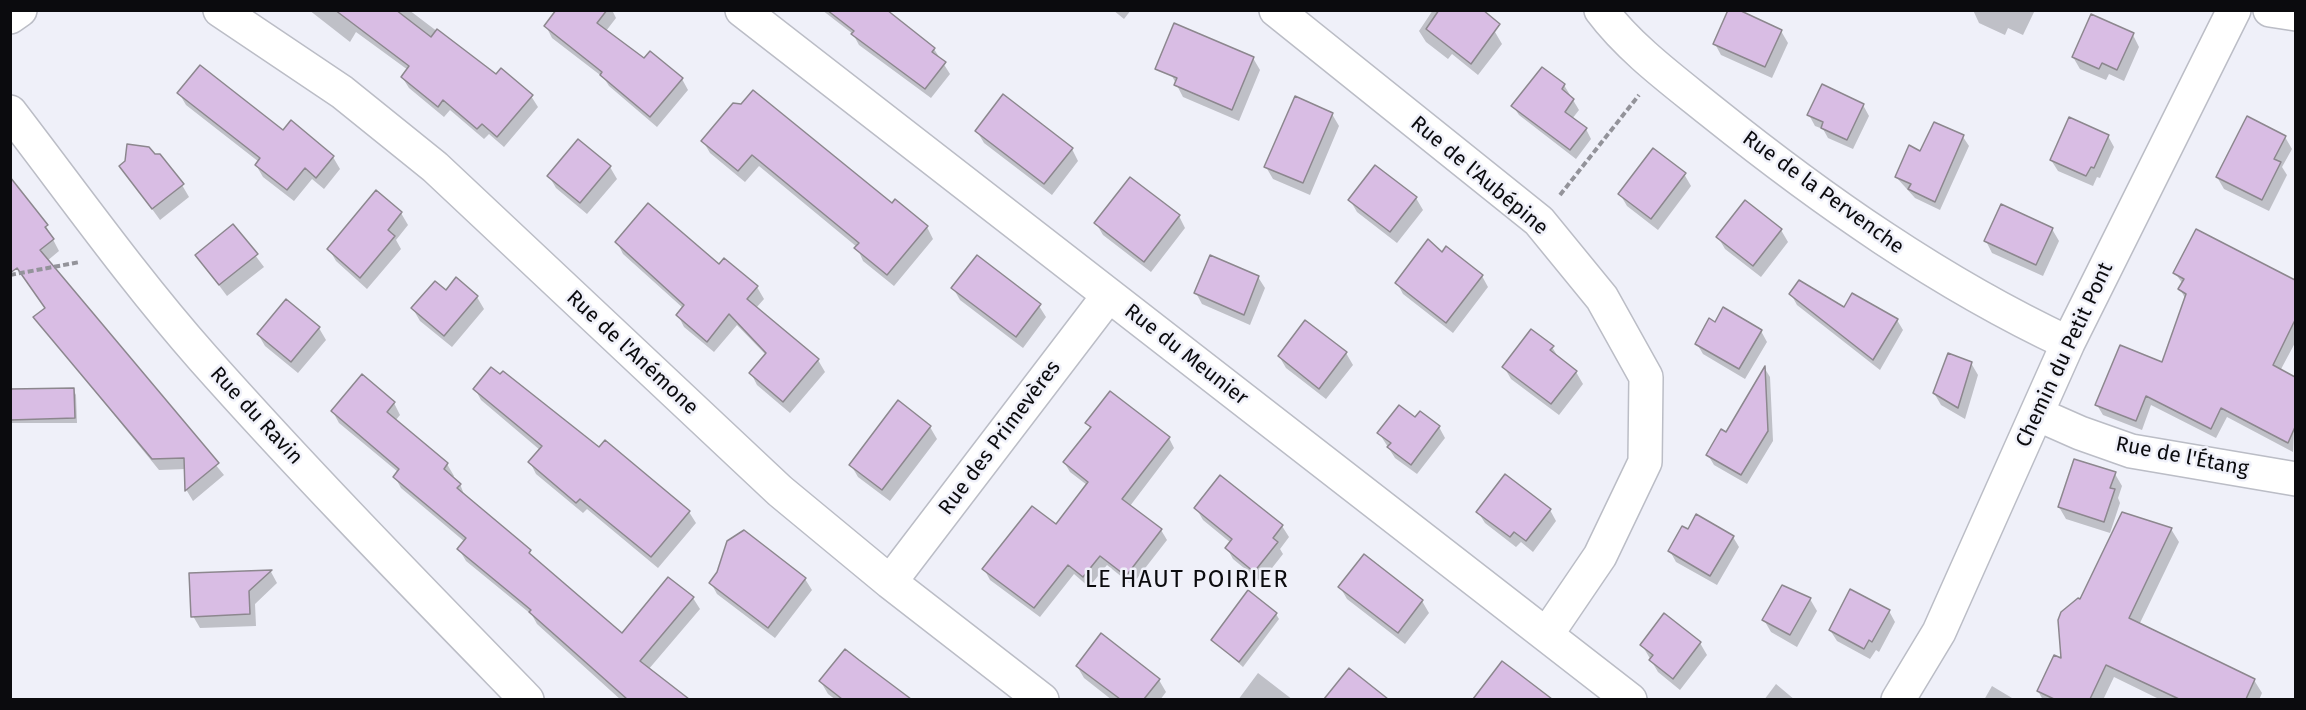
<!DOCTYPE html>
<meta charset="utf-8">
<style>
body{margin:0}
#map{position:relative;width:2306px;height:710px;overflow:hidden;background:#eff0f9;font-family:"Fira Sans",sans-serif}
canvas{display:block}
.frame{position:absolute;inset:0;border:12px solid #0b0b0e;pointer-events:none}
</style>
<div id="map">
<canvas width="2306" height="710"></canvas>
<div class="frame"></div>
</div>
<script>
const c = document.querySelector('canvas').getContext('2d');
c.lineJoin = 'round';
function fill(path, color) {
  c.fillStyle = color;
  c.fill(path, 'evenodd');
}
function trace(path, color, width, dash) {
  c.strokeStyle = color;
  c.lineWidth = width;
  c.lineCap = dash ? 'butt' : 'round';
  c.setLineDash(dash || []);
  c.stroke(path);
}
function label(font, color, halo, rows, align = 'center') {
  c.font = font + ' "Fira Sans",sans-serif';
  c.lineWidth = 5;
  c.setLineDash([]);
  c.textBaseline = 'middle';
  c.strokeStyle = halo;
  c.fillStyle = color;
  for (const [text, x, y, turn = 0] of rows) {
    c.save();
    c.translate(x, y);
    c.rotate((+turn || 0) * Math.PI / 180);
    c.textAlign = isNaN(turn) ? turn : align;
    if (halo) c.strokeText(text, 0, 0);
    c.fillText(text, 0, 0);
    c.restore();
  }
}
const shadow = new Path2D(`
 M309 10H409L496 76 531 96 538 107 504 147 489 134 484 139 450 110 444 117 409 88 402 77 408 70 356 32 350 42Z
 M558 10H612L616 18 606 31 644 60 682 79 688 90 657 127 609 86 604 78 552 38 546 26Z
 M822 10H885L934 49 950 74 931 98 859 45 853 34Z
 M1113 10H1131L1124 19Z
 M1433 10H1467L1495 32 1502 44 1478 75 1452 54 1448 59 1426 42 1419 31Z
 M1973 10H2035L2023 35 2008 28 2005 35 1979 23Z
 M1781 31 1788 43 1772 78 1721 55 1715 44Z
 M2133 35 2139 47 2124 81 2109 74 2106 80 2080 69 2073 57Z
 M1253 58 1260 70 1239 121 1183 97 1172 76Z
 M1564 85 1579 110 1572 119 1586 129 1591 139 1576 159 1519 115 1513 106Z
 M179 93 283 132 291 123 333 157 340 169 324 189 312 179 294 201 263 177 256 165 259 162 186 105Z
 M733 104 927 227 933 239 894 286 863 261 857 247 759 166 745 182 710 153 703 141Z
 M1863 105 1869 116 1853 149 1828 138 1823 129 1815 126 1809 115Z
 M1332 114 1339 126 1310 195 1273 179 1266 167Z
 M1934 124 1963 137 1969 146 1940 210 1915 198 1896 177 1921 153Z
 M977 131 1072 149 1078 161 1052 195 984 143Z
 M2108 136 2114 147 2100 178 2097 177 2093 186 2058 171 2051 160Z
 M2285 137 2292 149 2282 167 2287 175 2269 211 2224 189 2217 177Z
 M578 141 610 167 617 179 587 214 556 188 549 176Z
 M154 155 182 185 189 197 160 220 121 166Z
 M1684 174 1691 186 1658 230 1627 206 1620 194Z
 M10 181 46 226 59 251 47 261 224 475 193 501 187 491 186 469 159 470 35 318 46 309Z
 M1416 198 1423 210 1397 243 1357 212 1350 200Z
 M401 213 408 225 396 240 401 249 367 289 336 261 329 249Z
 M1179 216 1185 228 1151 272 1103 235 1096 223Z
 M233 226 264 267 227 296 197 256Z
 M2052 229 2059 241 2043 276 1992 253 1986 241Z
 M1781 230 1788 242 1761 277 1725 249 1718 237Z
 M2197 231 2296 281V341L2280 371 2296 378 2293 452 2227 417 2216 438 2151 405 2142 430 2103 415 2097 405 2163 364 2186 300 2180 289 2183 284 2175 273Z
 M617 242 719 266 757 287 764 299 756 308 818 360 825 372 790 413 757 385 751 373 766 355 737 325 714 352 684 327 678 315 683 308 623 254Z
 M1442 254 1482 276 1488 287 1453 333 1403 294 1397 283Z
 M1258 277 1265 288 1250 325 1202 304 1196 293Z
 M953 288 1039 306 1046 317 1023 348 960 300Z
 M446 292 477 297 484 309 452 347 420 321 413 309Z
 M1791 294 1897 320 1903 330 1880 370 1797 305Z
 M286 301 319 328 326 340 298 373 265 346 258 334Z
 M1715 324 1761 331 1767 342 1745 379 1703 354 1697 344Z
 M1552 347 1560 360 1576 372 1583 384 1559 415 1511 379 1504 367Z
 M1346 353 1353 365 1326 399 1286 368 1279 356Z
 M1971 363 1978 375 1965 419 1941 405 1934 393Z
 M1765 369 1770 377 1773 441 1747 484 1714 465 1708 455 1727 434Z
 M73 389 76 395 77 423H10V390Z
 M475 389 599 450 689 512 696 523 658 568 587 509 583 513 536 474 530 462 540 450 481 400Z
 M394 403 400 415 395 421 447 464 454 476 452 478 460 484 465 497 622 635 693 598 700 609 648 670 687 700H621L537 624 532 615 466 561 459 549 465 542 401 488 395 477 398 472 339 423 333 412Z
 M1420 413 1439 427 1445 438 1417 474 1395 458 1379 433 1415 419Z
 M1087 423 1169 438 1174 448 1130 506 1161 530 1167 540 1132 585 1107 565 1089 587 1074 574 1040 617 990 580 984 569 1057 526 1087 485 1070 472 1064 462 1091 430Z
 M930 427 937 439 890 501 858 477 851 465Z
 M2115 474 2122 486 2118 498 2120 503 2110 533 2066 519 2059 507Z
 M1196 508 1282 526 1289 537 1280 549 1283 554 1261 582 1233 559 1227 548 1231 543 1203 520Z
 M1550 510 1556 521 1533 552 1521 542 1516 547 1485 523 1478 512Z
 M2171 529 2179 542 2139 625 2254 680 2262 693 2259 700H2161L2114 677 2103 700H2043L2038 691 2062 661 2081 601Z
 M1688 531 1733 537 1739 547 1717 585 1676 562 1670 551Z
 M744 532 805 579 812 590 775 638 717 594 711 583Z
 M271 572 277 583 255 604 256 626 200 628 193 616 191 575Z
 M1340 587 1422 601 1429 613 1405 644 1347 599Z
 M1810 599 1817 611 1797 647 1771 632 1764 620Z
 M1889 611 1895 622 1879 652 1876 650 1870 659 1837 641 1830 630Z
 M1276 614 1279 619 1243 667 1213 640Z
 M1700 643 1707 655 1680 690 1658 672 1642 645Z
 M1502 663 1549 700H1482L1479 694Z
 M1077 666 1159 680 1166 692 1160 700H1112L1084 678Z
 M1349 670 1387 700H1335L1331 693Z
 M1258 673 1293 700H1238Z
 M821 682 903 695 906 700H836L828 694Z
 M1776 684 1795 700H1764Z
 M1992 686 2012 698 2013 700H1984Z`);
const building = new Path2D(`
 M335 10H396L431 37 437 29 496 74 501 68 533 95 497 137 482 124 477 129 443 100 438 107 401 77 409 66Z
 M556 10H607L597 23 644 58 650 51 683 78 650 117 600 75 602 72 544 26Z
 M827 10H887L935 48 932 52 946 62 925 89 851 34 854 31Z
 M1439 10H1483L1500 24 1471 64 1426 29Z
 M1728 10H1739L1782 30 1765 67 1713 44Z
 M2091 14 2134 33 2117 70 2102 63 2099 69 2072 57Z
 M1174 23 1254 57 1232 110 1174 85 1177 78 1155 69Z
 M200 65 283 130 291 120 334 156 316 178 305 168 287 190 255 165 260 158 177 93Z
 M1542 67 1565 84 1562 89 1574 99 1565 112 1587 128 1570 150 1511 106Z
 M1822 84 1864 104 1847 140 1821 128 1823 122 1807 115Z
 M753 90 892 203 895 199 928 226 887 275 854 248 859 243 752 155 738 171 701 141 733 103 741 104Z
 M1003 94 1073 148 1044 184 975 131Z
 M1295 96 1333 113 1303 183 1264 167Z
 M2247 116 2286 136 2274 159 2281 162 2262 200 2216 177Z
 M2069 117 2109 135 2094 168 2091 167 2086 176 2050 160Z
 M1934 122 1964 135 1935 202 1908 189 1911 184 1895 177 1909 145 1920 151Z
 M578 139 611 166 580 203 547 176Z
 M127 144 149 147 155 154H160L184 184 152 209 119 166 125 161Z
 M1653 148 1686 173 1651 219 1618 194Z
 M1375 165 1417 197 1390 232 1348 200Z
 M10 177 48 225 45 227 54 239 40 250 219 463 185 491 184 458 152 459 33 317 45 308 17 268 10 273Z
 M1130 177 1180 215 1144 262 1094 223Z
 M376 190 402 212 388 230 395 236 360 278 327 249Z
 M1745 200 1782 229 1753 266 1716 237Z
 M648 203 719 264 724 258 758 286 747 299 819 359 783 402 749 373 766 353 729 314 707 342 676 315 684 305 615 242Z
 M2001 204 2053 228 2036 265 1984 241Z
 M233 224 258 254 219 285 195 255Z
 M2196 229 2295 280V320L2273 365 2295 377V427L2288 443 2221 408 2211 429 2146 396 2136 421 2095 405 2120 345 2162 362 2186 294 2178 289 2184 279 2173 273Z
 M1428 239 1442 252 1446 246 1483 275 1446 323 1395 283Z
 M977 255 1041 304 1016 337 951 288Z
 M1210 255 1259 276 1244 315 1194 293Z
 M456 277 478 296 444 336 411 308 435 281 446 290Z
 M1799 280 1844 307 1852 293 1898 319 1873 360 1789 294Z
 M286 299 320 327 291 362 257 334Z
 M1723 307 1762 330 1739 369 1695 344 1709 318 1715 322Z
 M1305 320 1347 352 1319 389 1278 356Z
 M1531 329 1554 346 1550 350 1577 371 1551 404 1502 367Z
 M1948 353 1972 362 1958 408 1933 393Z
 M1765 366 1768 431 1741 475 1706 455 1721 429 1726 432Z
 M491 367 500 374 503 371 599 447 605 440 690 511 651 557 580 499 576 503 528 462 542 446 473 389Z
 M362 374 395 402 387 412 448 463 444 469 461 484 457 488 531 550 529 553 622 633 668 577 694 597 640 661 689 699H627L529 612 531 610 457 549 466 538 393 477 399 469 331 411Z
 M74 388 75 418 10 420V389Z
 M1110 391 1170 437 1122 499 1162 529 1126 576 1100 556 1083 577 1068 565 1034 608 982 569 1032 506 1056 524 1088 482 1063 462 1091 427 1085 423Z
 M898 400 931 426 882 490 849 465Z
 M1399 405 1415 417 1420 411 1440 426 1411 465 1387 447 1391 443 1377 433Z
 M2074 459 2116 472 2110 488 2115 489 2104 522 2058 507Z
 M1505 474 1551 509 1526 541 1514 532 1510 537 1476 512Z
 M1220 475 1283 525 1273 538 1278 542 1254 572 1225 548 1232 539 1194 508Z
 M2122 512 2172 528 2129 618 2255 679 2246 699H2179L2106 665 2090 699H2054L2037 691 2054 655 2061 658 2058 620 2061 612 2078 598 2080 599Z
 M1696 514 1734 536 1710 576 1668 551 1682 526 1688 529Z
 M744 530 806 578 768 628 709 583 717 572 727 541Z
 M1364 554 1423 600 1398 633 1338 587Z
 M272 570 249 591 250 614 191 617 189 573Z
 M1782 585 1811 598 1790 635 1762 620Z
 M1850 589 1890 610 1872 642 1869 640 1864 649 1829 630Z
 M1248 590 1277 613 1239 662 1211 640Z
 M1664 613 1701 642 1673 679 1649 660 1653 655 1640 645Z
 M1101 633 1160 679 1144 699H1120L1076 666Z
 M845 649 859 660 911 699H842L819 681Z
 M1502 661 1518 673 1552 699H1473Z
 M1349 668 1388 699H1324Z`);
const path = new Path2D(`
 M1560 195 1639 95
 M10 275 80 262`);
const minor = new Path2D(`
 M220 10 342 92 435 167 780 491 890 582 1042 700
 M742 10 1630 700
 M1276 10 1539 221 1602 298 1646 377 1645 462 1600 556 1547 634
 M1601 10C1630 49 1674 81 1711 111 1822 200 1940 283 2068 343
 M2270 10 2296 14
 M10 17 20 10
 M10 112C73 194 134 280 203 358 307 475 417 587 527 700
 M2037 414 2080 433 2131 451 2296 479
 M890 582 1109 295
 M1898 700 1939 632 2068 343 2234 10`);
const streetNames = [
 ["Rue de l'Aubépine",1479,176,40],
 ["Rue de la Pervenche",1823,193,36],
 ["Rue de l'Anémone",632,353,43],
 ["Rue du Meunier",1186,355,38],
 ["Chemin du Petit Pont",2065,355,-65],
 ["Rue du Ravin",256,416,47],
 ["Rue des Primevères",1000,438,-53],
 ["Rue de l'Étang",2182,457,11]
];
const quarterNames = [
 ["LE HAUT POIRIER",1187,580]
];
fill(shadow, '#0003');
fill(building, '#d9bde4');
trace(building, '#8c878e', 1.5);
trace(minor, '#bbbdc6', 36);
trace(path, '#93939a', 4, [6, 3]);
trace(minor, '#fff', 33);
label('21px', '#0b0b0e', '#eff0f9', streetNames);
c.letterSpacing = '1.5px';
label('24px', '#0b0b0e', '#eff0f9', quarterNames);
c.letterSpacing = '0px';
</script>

____________________

Pick out the lines above containing the word "canvas", then copy them.

canvas{display:block}
<canvas width="2306" height="710"></canvas>
const c = document.querySelector('canvas').getContext('2d');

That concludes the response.